From the records beneath, determine how many lines contain "position" and report only that figure.
------ Records to process ------
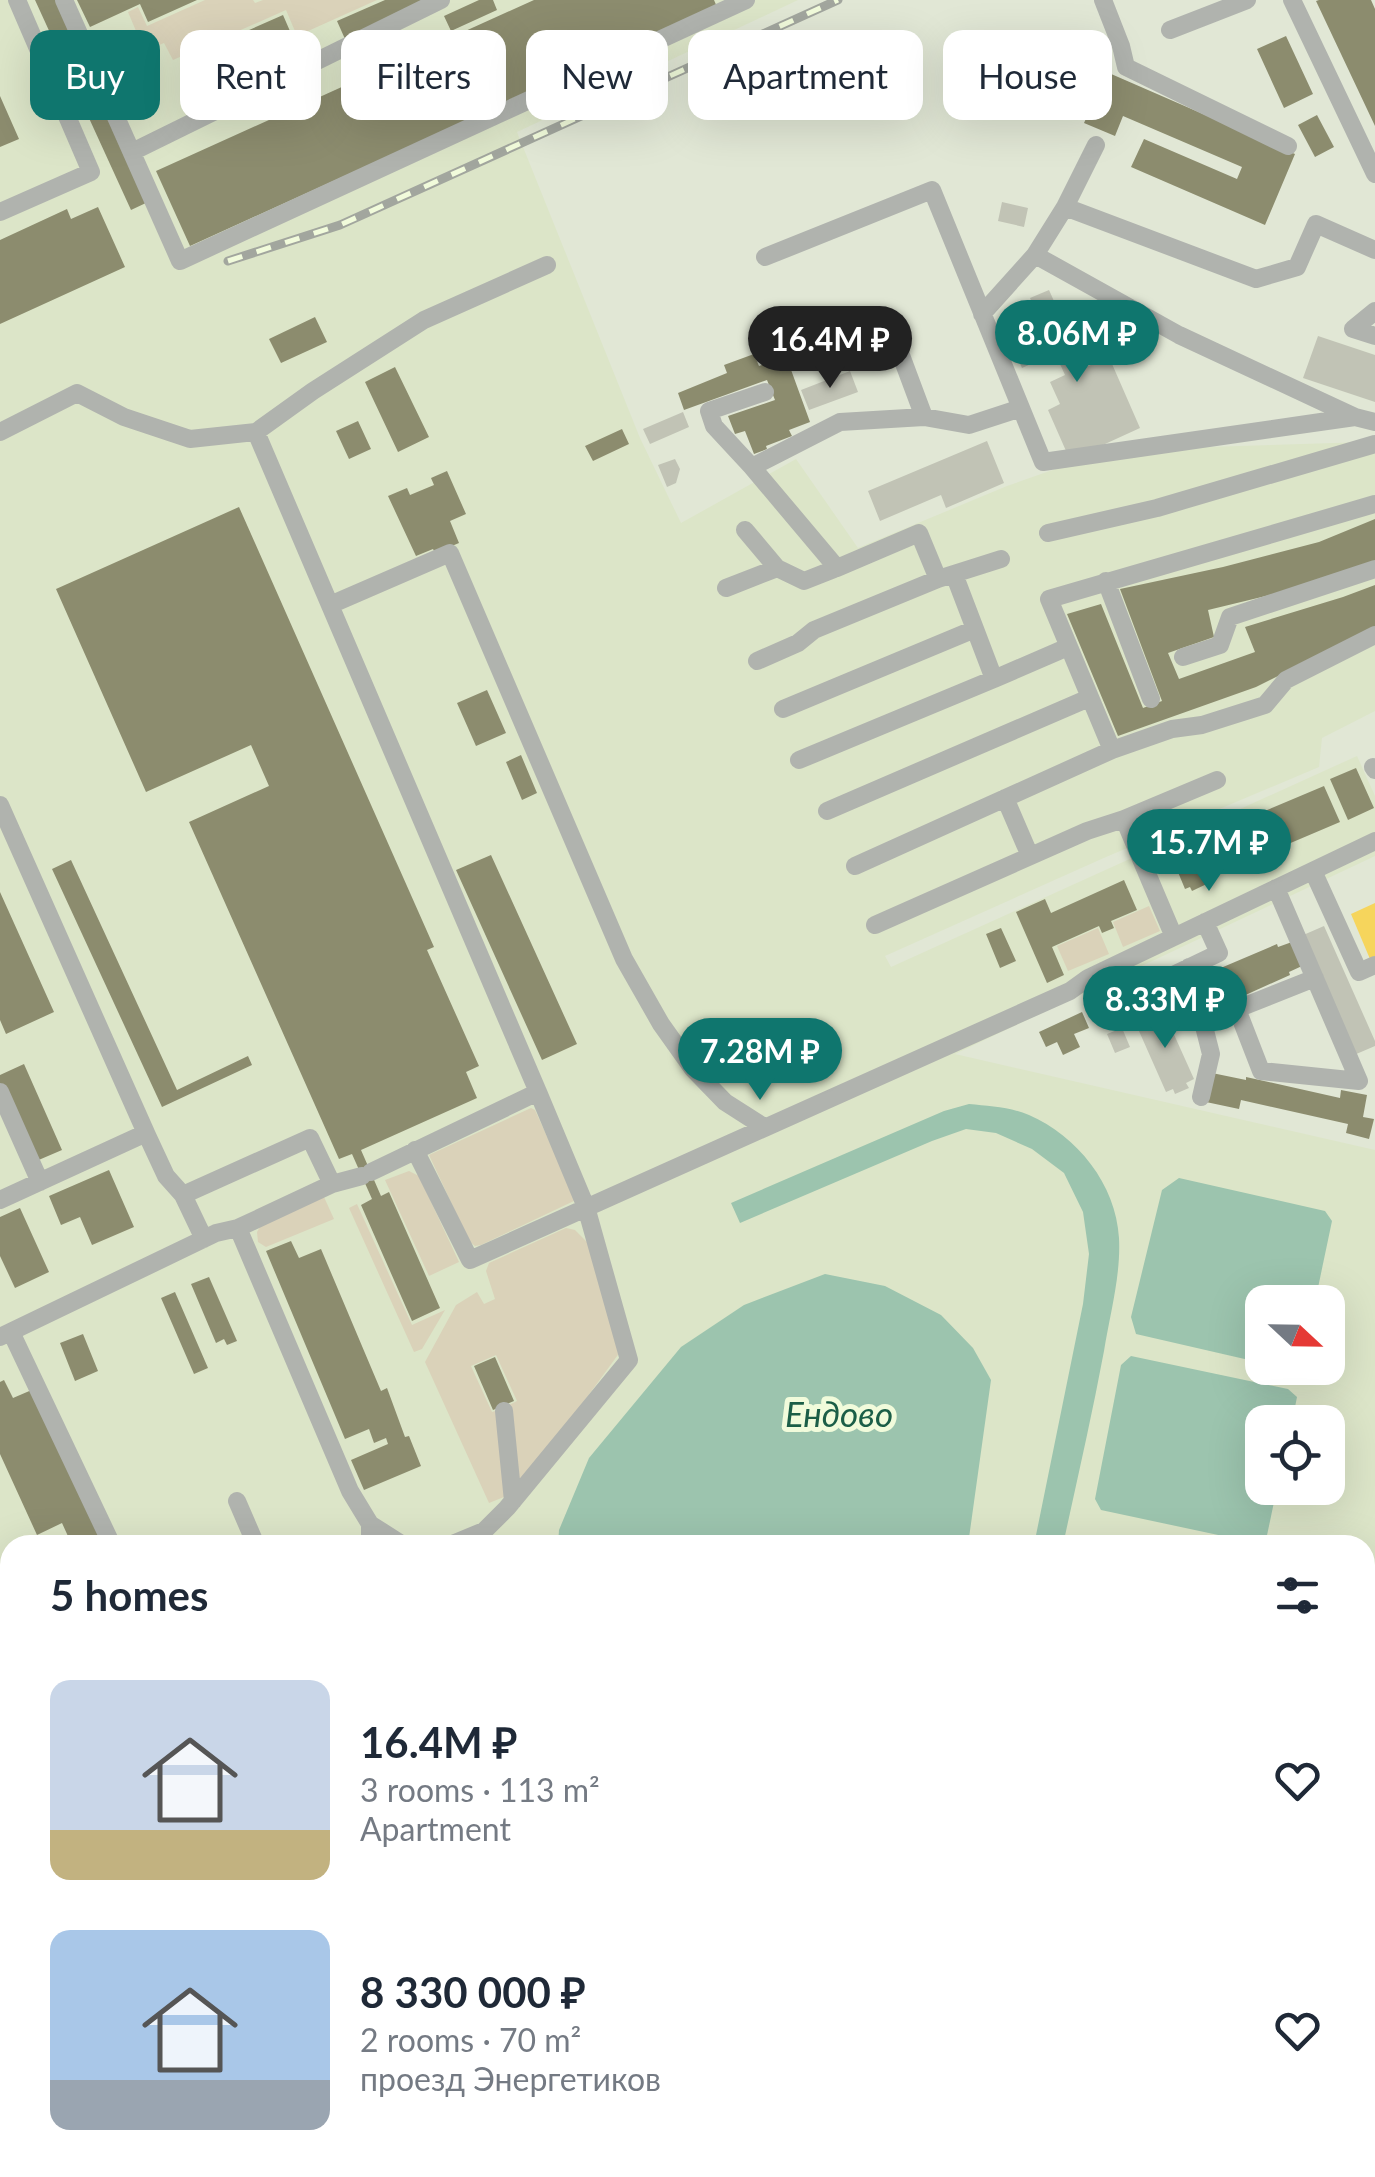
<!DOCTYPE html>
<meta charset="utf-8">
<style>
body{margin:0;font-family:Lato,sans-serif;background:#f2f2f3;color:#1f2937;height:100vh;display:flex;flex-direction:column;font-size:38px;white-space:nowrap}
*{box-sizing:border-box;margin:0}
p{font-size:32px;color:#747a83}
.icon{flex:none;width:55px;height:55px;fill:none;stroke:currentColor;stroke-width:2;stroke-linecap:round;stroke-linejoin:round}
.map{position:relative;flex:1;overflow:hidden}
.panel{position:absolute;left:0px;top:1535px;width:1375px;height:642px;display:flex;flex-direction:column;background:#fff;border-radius:30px 30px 0 0;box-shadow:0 10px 40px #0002}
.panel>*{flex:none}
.banner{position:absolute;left:30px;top:30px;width:1315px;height:90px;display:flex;gap:20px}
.needle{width:65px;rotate:112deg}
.buttons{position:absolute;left:1245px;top:1285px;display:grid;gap:20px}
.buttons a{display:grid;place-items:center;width:100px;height:100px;border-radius:20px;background:#fff;box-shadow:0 10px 40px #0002;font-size:50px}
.price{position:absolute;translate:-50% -85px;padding:0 22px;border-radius:35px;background:#0f766e;color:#fff;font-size:32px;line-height:65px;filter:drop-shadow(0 2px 5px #0008)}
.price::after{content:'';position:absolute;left:50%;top:60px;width:30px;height:22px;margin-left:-15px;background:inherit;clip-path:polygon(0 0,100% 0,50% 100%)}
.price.active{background:#222;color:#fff}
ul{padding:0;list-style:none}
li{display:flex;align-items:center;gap:30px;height:250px;padding:0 50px}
li span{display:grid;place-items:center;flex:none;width:280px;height:200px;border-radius:20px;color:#555}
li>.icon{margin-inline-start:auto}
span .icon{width:120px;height:120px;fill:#fffc;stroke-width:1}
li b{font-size:42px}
h2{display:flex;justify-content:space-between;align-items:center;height:120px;padding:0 50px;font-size:42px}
.tag{padding:0 35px;border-radius:20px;background:#fff;box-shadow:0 10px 40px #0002;font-size:35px;line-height:90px}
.tag.active{background:#0f766e;color:#fff}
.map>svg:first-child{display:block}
</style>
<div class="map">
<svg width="1375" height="2177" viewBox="0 0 1375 2177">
<rect width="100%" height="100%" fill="#e1e7d5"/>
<path fill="#dce5c8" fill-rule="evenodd" d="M0 0H798L517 132 640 438 681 523 796 459 858 548 1007 486 1110 450 1366 442 1375 444V711L1322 738 1319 767 1106 857 885 956 891 967 1357 756 1375 796V856L955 1054 1375 1150V1911L1365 1941V1545H10V2168H1291L1288 2177H0ZM1262 1302H1328V1368H1262ZM1262 1422H1328V1488H1262Z"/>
<path fill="#dad2b9" d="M205 0H253L255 3 263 0H377L297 36 286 10 173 60 164 43 138 54 140 61 113 74 101 46 136 31 128 12 138 7 147 26Z
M1149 906 1160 931 1123 947 1113 922Z
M1098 928 1109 954 1068 971 1057 946Z
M531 1108 535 1110 576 1200 481 1245 475 1246 469 1241 429 1155Z
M409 1171 419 1176 459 1262 429 1276 385 1180Z
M324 1197 334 1219 266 1247 258 1242 257 1232 261 1225Z
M357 1204 412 1325 445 1310 422 1349 414 1352 349 1208Z
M566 1228 575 1230 590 1245 620 1352 520 1489 507 1406 517 1401 496 1355 471 1366 492 1412 501 1409 509 1495 489 1503 425 1362 456 1305 477 1292 484 1304 495 1299 486 1271 489 1263Z
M966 2168H1217L1258 2174 1265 2177H971Z"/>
<path fill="#9cc4ae" d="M969 1104C989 1106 1010 1107 1029 1115 1077 1136 1116 1184 1119 1238 1121 1275 1110 1314 1104 1351 1092 1416 1077 1480 1063 1545H1034L1083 1304 1089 1254 1083 1212 1064 1173 1032 1149 996 1133 966 1129 932 1141 740 1223 731 1203 944 1111Z
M1179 1178 1325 1211 1332 1221 1315 1302H1262V1363L1136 1334 1131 1317 1162 1190Z
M825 1274 885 1286 941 1315 973 1348 991 1380 968 1545H558L559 1530 589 1458 681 1347 744 1305Z
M1131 1356 1288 1389 1297 1397 1292 1422H1262V1488H1277L1266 1540 1251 1542 1101 1510 1095 1499 1121 1365Z"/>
<path fill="#f6d55c" d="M1375 903V956L1370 959 1351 914Z"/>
<path fill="#8c8c6e" d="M35 0H56L148 202 131 210Z
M77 0H197L148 22 140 4 90 27Z
M385 0H432L345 39 337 21Z
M479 0H493L497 10 451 31 444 16Z
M534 0H714L717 7 190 246 156 171Z
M1319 0H1371L1375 9V126L1316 1Z
M283 15 296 45 237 71 224 41Z
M1286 36 1313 94 1284 108 1257 49Z
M399 39 405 51 367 68 361 56Z
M1079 60 1295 154 1265 225 1131 167 1144 139 1237 179 1242 167 1123 116 1115 136 1084 123 1093 103 1065 91Z
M139 63 155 104 135 113 117 72Z
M0 96 19 139 0 147Z
M1317 115 1334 147 1315 157 1298 125Z
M98 207 125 267 0 324V240L67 209 71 219Z
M315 317 327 342 281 363 269 339Z
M754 354 759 366 786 356 810 422 789 430 792 436 766 446 767 449 754 454 745 431 735 434 728 416 775 400 767 380 684 410 678 393 727 373 724 365Z
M395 367 429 437 398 452 365 382Z
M358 421 371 449 349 459 336 431Z
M622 429 629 444 593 461 585 446Z
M447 471 466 514 450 521 459 543 435 553 433 549 416 556 388 496 407 488 410 495 434 485 431 478Z
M239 507 434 947 427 950 479 1066 466 1072 477 1098 361 1150 381 1196 389 1192 440 1308 412 1321 361 1205 372 1199 352 1154 339 1159 189 822 269 786 251 745 146 792 56 589Z
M1375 519V561L1290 590 1208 610 1214 637 1168 653 1179 679 1255 652 1245 627 1343 597 1375 585V628L1256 687 1118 736 1067 614 1101 604 1143 708 1162 701 1120 589 1223 567 1319 542Z
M487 690 506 733 476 746 457 703Z
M521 755 537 793 522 800 506 762Z
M1356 768 1374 808 1348 820 1330 779Z
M1324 786 1340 822 1211 877 1213 881 1192 891 1190 887 1185 889 1173 860 1251 826 1248 818Z
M491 855 577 1044 542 1060 456 870Z
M71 860 177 1090 248 1056 252 1065 162 1107 52 869Z
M1124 880 1137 910 1111 921 1114 928 1102 933 1099 926 1052 947 1064 975 1047 983 1016 912 1045 899 1051 913Z
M0 892 54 1012 6 1034 0 1020Z
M1001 928 1016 961 1000 968 986 934Z
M1292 942 1302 966 1289 972 1290 975 1219 1007 1214 995 1225 990 1216 970 1277 944 1278 947Z
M1082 1012 1089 1028 1074 1034 1080 1047 1063 1055 1057 1042 1046 1047 1039 1032Z
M24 1064 62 1150 34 1162 0 1087V1075Z
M1212 1073 1246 1080V1077L1340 1098 1341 1090 1367 1095 1363 1117 1374 1119 1369 1139 1346 1133 1348 1124 1241 1100 1239 1109 1206 1102Z
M109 1170 134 1227 92 1245 80 1217 61 1225 49 1196Z
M20 1208 49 1272 15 1288 0 1256V1217Z
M291 1241 299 1258 321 1249 381 1391 387 1388 405 1437 409 1436 421 1466 364 1490 351 1460 388 1444 386 1438 374 1443 369 1429 345 1439 266 1251Z
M209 1277 237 1341 227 1345 224 1339 216 1343 191 1284Z
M175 1292 208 1368 194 1374 161 1298Z
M83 1334 98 1371 75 1381 60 1343Z
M495 1357 514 1401 493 1410 474 1366Z
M4 1380 13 1398 34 1389 106 1545H72L62 1523 37 1535 0 1454V1382Z
M1365 2133 1375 2137V2174L1365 2169Z
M396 2168H443L447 2177H399Z
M702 2168H736L732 2177H698Z"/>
<path fill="#c1c3b5" d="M1002 202 1028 208 1024 227 998 221Z
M1049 290 1084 368 1109 357 1140 428 1070 460 1048 410 1060 404 1050 382 1065 375 1055 353 1022 368 1009 340 1042 326 1030 298Z
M1318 336 1375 355V402L1303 378Z
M850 371 858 392 809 410 801 390Z
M683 412 689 427 650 444 643 429Z
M987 441 1004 483 946 508 941 495 880 521 868 491Z
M675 459 680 469 676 483 667 487 658 465Z
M1324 926 1375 1041V1046L1354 1055 1301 936Z
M1154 1008 1157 1013 1163 1010 1194 1079 1186 1083 1189 1088 1175 1094 1173 1089 1166 1092 1135 1022 1146 1017 1143 1013Z
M1122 1028 1130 1047 1115 1053 1107 1034Z"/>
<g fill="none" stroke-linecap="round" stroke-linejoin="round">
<path stroke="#b0b3ae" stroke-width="18" d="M64 0 180 261 746 0
M1103 0 1121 46 1126 67 1288 146
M1292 0 1375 174
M1170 30 1247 0
M1096 145 1065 207 1256 279 1297 267 1316 224 1375 250
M132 152 441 0
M1065 207 1035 255 1179 335 1355 417
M0 212 91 172 17 0
M765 257 932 190 1043 462 1355 417 1375 422
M1375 311 1353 329 1375 336
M982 314 1035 255
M896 342 924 417 969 425 1021 408
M765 392 709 411 714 426 752 467 840 422 924 417
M0 432 77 393 124 417 190 439 256 432 313 391 424 320 547 265
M256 432 538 1092
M752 467 837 568 919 533 938 579 1001 559
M1375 504 1049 599 1112 750 1172 729 1202 725 1265 705 1286 680 1375 635
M745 530 777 568 804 581 837 568
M1048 533 1157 508 1375 444
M1106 581 1151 699
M726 588 777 568
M330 605 450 553 624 959 661 1024 693 1069 725 1102 764 1127
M1183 657 1220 645 1230 617 1375 569
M757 661 798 643 814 630 938 579
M994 679 1068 647
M783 709 975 629 954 574
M799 760 994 679 975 629
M1373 767 1375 770
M1005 798 1030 856
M0 805 146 1133
M827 811 1089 698
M855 866 1112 750
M1313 871 1359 972 1375 965
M1276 888 1359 1081 1261 1071 1237 1009 1315 978
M875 925 1087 831 1124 819
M1174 937 1124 819 1217 780
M1189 967 1211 1054 1201 1097
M1098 1011 1219 953 1205 922
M0 1092 40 1182
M415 1150 470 1260 1070 991 1088 978 1375 841
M371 1172 538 1092 586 1207 629 1360 507 1508 484 1531 450 1545
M332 1184 238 1228 350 1491 370 1524
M183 1195 204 1239
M0 1200 146 1133 166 1176 183 1195 310 1138 332 1184 362 1176
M11 1332 112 1545
M0 1337 216 1233 238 1228
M504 1411 513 1501
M237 1501 256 1545
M370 1545V1524L403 1545
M0 1922 10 1945
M1365 1944 1375 1939
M1365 2061 1375 2033
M1365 2073 1375 2077
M1365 2128 1375 2131
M111 2168 117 2177
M228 2168 233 2177
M451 2168 455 2177
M1269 2168 1285 2170
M1339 2168 1360 2177
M538 2177 543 2168
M661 2177 665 2168
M744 2177 747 2168
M1324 2177 1327 2168"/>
<defs>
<path id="rail" d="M228 261 340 225 838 0"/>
</defs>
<use href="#rail" stroke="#a2a69e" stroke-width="9"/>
<use href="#rail" stroke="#f1fbdb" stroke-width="5" stroke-dasharray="15" stroke-linecap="butt"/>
</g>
<g text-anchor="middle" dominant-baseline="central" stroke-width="10" stroke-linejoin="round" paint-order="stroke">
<g font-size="35" font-style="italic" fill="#1b5e47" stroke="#f1fbdb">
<text x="839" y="1413">Ендово</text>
</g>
</g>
</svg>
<div class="buttons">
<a><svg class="needle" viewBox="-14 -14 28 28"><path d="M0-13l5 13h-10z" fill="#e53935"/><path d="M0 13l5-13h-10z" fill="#747a83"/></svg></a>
<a><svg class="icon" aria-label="locate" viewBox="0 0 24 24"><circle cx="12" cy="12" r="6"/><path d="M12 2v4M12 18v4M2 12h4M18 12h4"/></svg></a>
</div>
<b class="price" style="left:1077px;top:385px">8.06M ₽</b>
<b class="price active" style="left:830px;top:391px">16.4M ₽</b>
<b class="price" style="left:1209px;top:894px">15.7M ₽</b>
<b class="price" style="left:1165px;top:1051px">8.33M ₽</b>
<b class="price" style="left:760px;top:1103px">7.28M ₽</b>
<div class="banner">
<a class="tag active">Buy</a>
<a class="tag">Rent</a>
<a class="tag">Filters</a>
<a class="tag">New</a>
<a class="tag">Apartment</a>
<a class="tag">House</a>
</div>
<section class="panel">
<h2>5 homes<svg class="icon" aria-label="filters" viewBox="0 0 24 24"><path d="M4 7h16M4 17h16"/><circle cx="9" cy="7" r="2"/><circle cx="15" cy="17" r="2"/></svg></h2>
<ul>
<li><span style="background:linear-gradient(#c9d6e8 75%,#c2b280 0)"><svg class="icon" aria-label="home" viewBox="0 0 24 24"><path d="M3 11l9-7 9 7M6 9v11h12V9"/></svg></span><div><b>16.4M ₽</b><p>3 rooms · 113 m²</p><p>Apartment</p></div><svg class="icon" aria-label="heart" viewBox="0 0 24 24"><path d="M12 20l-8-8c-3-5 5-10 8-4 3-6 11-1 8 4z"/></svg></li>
<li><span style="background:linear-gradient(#a9c7e8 75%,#9aa5b1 0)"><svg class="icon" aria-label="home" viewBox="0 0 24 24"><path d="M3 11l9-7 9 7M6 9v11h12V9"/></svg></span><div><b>8 330 000 ₽</b><p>2 rooms · 70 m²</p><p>проезд Энергетиков</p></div><svg class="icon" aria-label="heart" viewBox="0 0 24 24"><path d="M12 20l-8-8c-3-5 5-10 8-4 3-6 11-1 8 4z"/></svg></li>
</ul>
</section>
</div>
------
### Reply to the task
6